The tremendous advancements in artificial intelligence remain focused in narrow applications. As described in a recent article authored by Ben Dickson, these narrow systems have been designed to perform specific tasks instead of having general problem-solving abilities. The quest for general problem-solving ability has long been pursued, with many focused-on replicating aspects of human intelligence like vision, language, reasoning, and motor skills. Now, a new paper submitted to the peer-reviewed Artificial Intelligence journal describes an argument put forward by scientists at U.K.-based AI lab DeepMind. They argue that intelligence and its associated abilities likely emerge by rewarding maximization versus formulating and solving complicated problems.
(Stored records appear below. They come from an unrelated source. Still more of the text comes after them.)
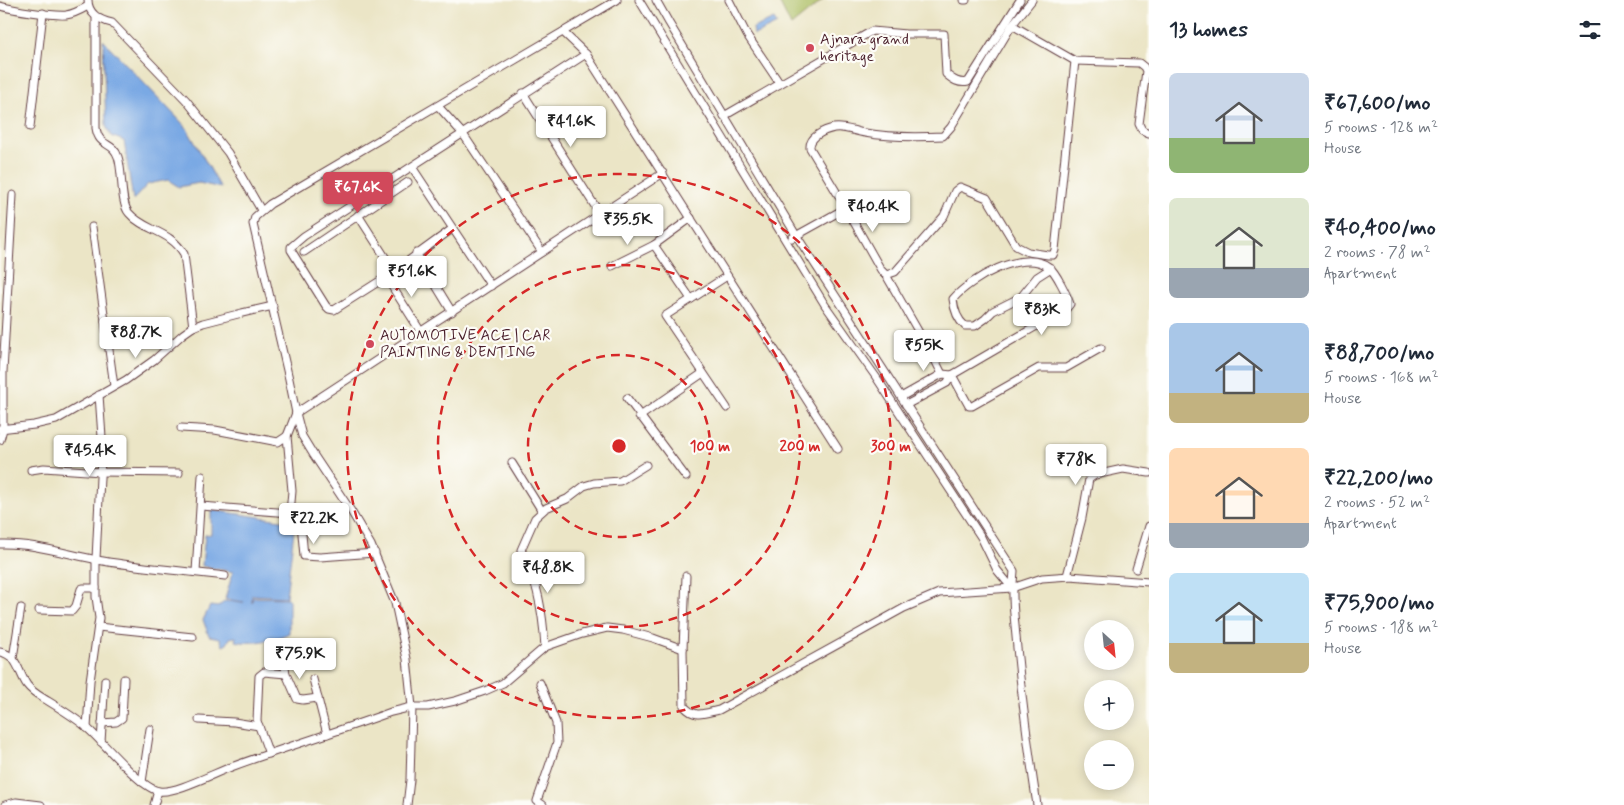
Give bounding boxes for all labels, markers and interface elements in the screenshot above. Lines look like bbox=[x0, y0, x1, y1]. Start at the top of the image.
text: 13 homes bbox=[1169, 16, 1248, 44]
icon: filters bbox=[1576, 16, 1604, 44]
place label: Ajnara grand heritage bbox=[820, 30, 909, 67]
marker: Ajnara grand heritage bbox=[804, 42, 816, 54]
text: ₹67,600/mo bbox=[1324, 89, 1430, 117]
icon: home bbox=[1209, 93, 1269, 153]
pin: ₹41.6K bbox=[530, 106, 612, 148]
text: ₹41.6K bbox=[547, 111, 595, 132]
text: 5 rooms · 128 m² bbox=[1324, 117, 1438, 138]
text: House bbox=[1324, 138, 1362, 159]
pin: ₹67.6K bbox=[317, 172, 399, 214]
text: ₹67.6K bbox=[334, 177, 382, 198]
pin: ₹40.4K bbox=[832, 190, 914, 233]
text: ₹40.4K bbox=[847, 196, 899, 217]
pin: ₹35.5K bbox=[587, 204, 669, 246]
text: ₹35.5K bbox=[603, 209, 653, 230]
text: ₹40,400/mo bbox=[1324, 214, 1436, 242]
icon: home bbox=[1209, 218, 1269, 278]
text: 2 rooms · 78 m² bbox=[1324, 242, 1431, 263]
pin: ₹51.6K bbox=[371, 256, 453, 298]
text: ₹51.6K bbox=[388, 261, 436, 282]
text: Apartment bbox=[1324, 263, 1397, 284]
pin: ₹83K bbox=[1012, 294, 1072, 336]
text: ₹83K bbox=[1024, 299, 1060, 320]
pin: ₹88.7K bbox=[95, 316, 177, 359]
text: ₹88.7K bbox=[110, 322, 162, 343]
place label: AUTOMOTIVE ACE | CAR PAINTING & DENTING bbox=[380, 326, 551, 363]
pin: ₹55K bbox=[894, 330, 954, 372]
text: ₹55K bbox=[905, 335, 943, 356]
marker: AUTOMOTIVE ACE | CAR PAINTING & DENTING bbox=[364, 338, 376, 350]
text: ₹88,700/mo bbox=[1324, 339, 1434, 367]
icon: home bbox=[1209, 343, 1269, 403]
text: 5 rooms · 168 m² bbox=[1324, 367, 1439, 388]
text: House bbox=[1324, 388, 1362, 409]
pin: ₹45.4K bbox=[49, 434, 131, 477]
centre of rings bbox=[610, 437, 628, 455]
text: 100 m bbox=[690, 437, 730, 457]
text: 200 m bbox=[780, 437, 821, 457]
text: 300 m bbox=[871, 437, 911, 457]
text: ₹45.4K bbox=[65, 440, 115, 461]
pin: ₹78K bbox=[1046, 444, 1106, 486]
text: ₹78K bbox=[1057, 449, 1095, 470]
text: ₹22,200/mo bbox=[1324, 464, 1433, 492]
icon: home bbox=[1209, 468, 1269, 528]
text: 2 rooms · 52 m² bbox=[1324, 492, 1430, 513]
pin: ₹22.2K bbox=[273, 502, 355, 545]
text: ₹22.2K bbox=[290, 508, 338, 529]
text: Apartment bbox=[1324, 513, 1397, 534]
pin: ₹48.8K bbox=[507, 552, 589, 594]
text: ₹48.8K bbox=[523, 557, 573, 578]
text: ₹75,900/mo bbox=[1324, 589, 1434, 617]
icon: home bbox=[1209, 593, 1269, 653]
text: 5 rooms · 188 m² bbox=[1324, 617, 1438, 638]
north arrow bbox=[1084, 620, 1134, 670]
map controls bbox=[1084, 620, 1134, 790]
pin: ₹75.9K bbox=[259, 638, 341, 680]
text: House bbox=[1324, 638, 1362, 659]
text: ₹75.9K bbox=[275, 643, 325, 664]
button: + bbox=[1084, 680, 1134, 730]
button: − bbox=[1084, 740, 1134, 790]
The authors suggest that reward maximization and trial-and-error experience are enough to develop behavior that exhibits the kind of abilities associated with intelligence. And from this, they conclude that reinforcement learning, a branch of AI that is based on reward maximization, can lead to the development of artificial general intelligence.Reward is Enough – DeepMind
The article goes on to describe two potential paths for AI. One path takes multiple narrow artificial intelligence systems and assembles them in a way that solves complicated problems requiring a multitude of skills. The other path takes a page out of nature. Intelligence evolved over time through interaction with the environment. Researchers at DeepMind argue that the most general and scalable way to maximize reward is through agents that learn through similar interactions with their environment. The paper (and the article) explores examples from nature to support their argument. It then makes the connection between that argument and reinforcement learning. Driven by an environment, agents, and rewards, reinforcement learning can replicate reward maximization as seen in nature and can eventually lead to artificial general intelligence.
The paper identified by the author provides several examples of how reinforcement learning acquired general skills. However, like every other emerging scenario, there are obstacles. The author points to the amount of data required to master a given domain, and they still have not figured out how to generalize their learnings across several domains (the whole point of artificial general intelligence). The huge energy demands associated with the process is another potential gating factor, as is its impact on our climate. To the authors credit, they identified many of the obstacles yet to be overcome. The discussion regarding when we will realize artificial general intelligence is still open to speculation – as are the societal challenges it may represent.